Task goal:
Report every line below that holds the word "გასასვლელი".

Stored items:
[Start of Attachment]

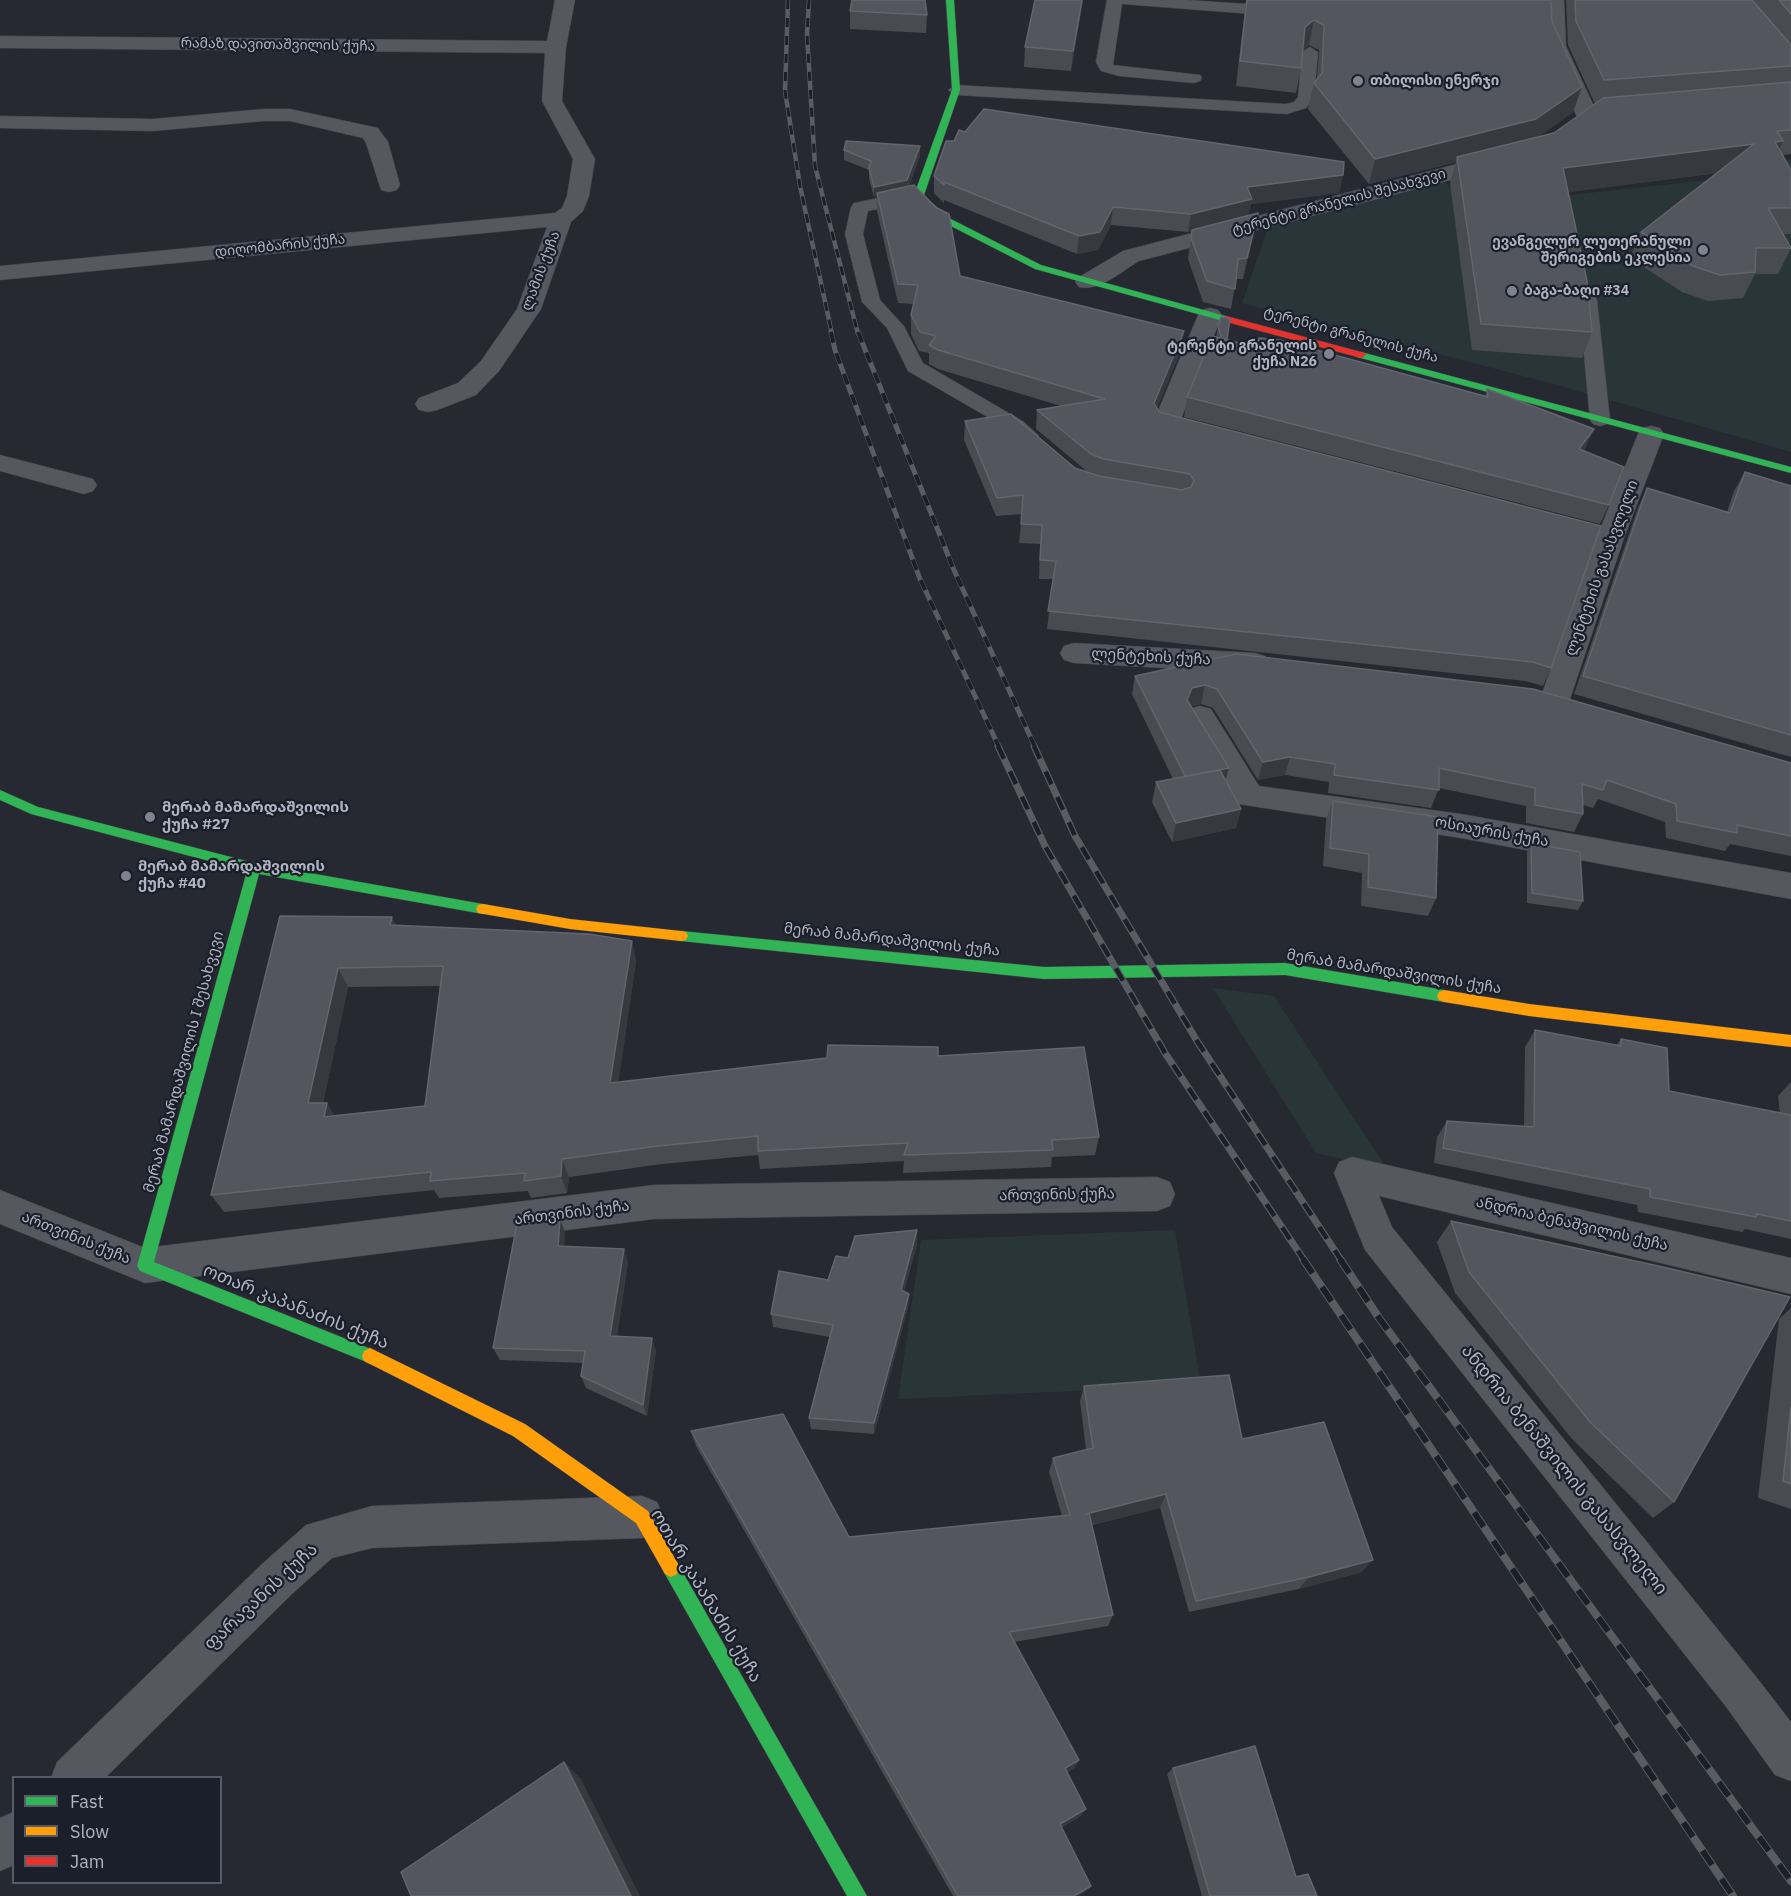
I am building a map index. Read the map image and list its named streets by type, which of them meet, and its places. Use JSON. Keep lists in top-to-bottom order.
{
  "streets": {
    "street": [
      "რამაზ დავითაშვილის ქუჩა",
      "ტერენტი გრანელის შესახვევი",
      "დიღომბარის ქუჩა",
      "ლამის ქუჩა",
      "ტერენტი გრანელის ქუჩა",
      "ლენტეხის გასასვლელი",
      "ლენტეხის ქუჩა",
      "ოსიაურის ქუჩა",
      "მერაბ მამარდაშვილის ქუჩა",
      "მერაბ მამარდაშვილის I შესახვევი",
      "ართვინის ქუჩა",
      "ანდრია ბენაშვილის ქუჩა",
      "ოთარ კაპანაძის ქუჩა",
      "ანდრია ბენაშვილის გასასვლელი",
      "ფარავანის ქუჩა"
    ]
  },
  "crossings": [
    ["რამაზ დავითაშვილის ქუჩა", "ლამის ქუჩა"],
    ["ტერენტი გრანელის შესახვევი", "ტერენტი გრანელის ქუჩა"],
    ["დიღომბარის ქუჩა", "ლამის ქუჩა"],
    ["ტერენტი გრანელის ქუჩა", "ლენტეხის გასასვლელი"],
    ["მერაბ მამარდაშვილის ქუჩა", "მერაბ მამარდაშვილის I შესახვევი"],
    ["მერაბ მამარდაშვილის I შესახვევი", "ართვინის ქუჩა"],
    ["მერაბ მამარდაშვილის I შესახვევი", "ოთარ კაპანაძის ქუჩა"],
    ["ართვინის ქუჩა", "ოთარ კაპანაძის ქუჩა"],
    ["ანდრია ბენაშვილის ქუჩა", "ანდრია ბენაშვილის გასასვლელი"],
    ["ოთარ კაპანაძის ქუჩა", "ფარავანის ქუჩა"]
  ],
  "places": [
    "თბილისი ენერჯი",
    "ევანგელურ ლუთერანული შერიგების ეკლესია",
    "ბაგა-ბაღი #34",
    "ტერენტი გრანელის ქუჩა N26",
    "მერაბ მამარდაშვილის ქუჩა #27",
    "მერაბ მამარდაშვილის ქუჩა #40"
  ],
  "legend": ["Fast", "Slow", "Jam"]
}
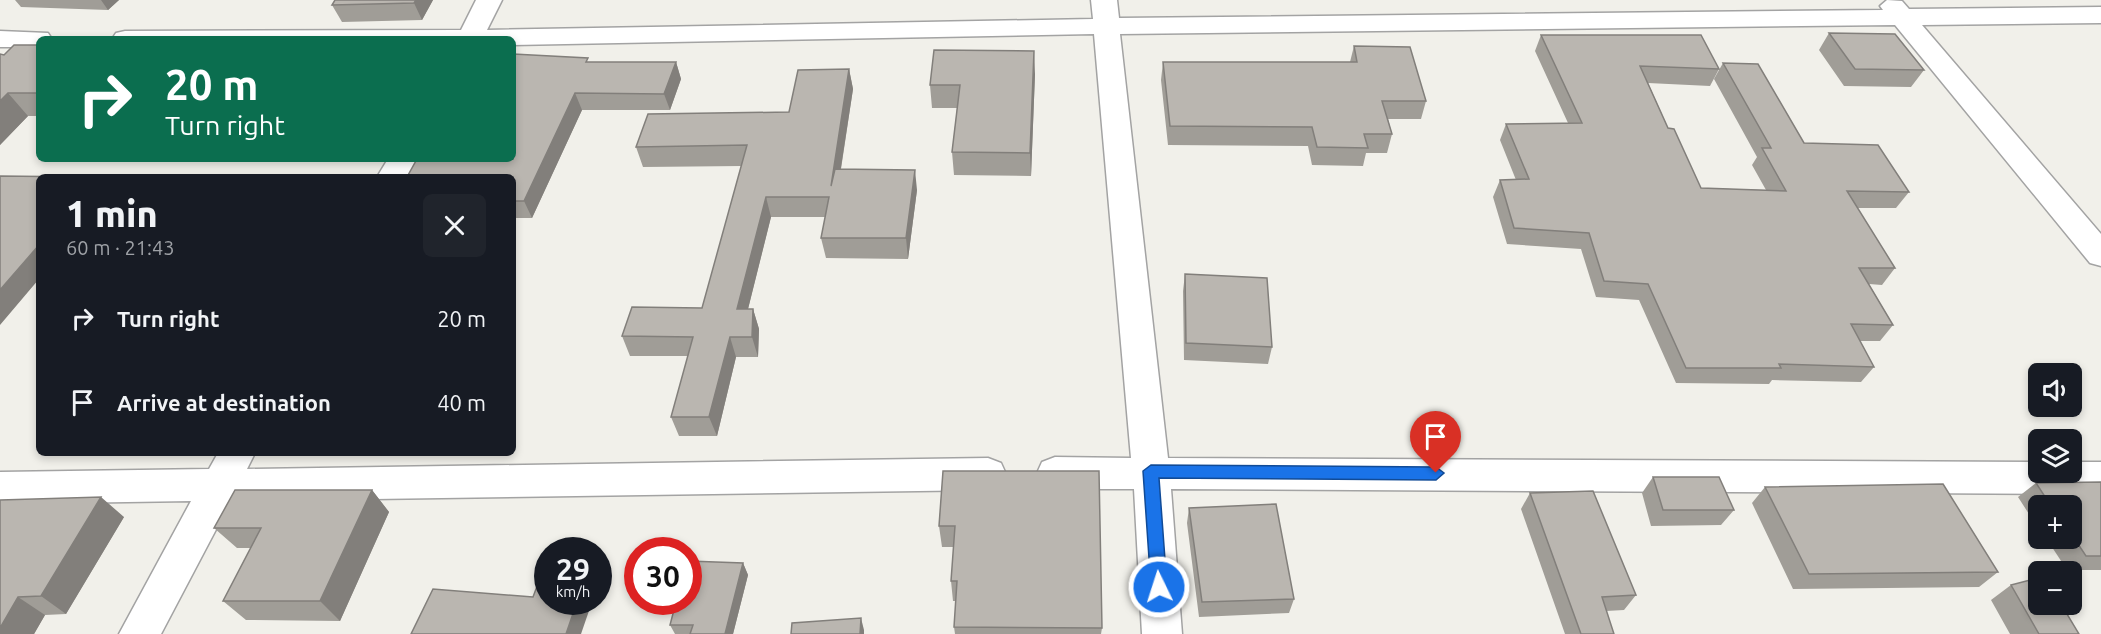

[End of Attachment]

Exercise solution:
      "ლენტეხის გასასვლელი",
      "ანდრია ბენაშვილის გასასვლელი",
    ["ტერენტი გრანელის ქუჩა", "ლენტეხის გასასვლელი"],
    ["ანდრია ბენაშვილის ქუჩა", "ანდრია ბენაშვილის გასასვლელი"],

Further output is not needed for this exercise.